> [Work request]: Print the complete set of entries exactly.

[Collected data]
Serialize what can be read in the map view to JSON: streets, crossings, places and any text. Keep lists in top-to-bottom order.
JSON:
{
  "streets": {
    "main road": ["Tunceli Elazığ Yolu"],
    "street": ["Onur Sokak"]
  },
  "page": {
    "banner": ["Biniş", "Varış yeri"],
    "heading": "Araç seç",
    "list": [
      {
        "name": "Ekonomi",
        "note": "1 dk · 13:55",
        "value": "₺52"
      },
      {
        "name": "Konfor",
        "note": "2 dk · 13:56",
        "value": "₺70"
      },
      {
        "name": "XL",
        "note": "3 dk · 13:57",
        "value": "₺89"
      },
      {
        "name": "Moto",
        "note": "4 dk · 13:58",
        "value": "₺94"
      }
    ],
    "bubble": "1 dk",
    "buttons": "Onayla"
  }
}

> [Result of the task]:
Serialize what can be read in the map view to JSON: streets, crossings, places and any text. Keep lists in top-to-bottom order.
JSON:
{
  "streets": {
    "main road": ["Tunceli Elazığ Yolu"],
    "street": ["Onur Sokak"]
  },
  "page": {
    "banner": ["Biniş", "Varış yeri"],
    "heading": "Araç seç",
    "list": [
      {
        "name": "Ekonomi",
        "note": "1 dk · 13:55",
        "value": "₺52"
      },
      {
        "name": "Konfor",
        "note": "2 dk · 13:56",
        "value": "₺70"
      },
      {
        "name": "XL",
        "note": "3 dk · 13:57",
        "value": "₺89"
      },
      {
        "name": "Moto",
        "note": "4 dk · 13:58",
        "value": "₺94"
      }
    ],
    "bubble": "1 dk",
    "buttons": "Onayla"
  }
}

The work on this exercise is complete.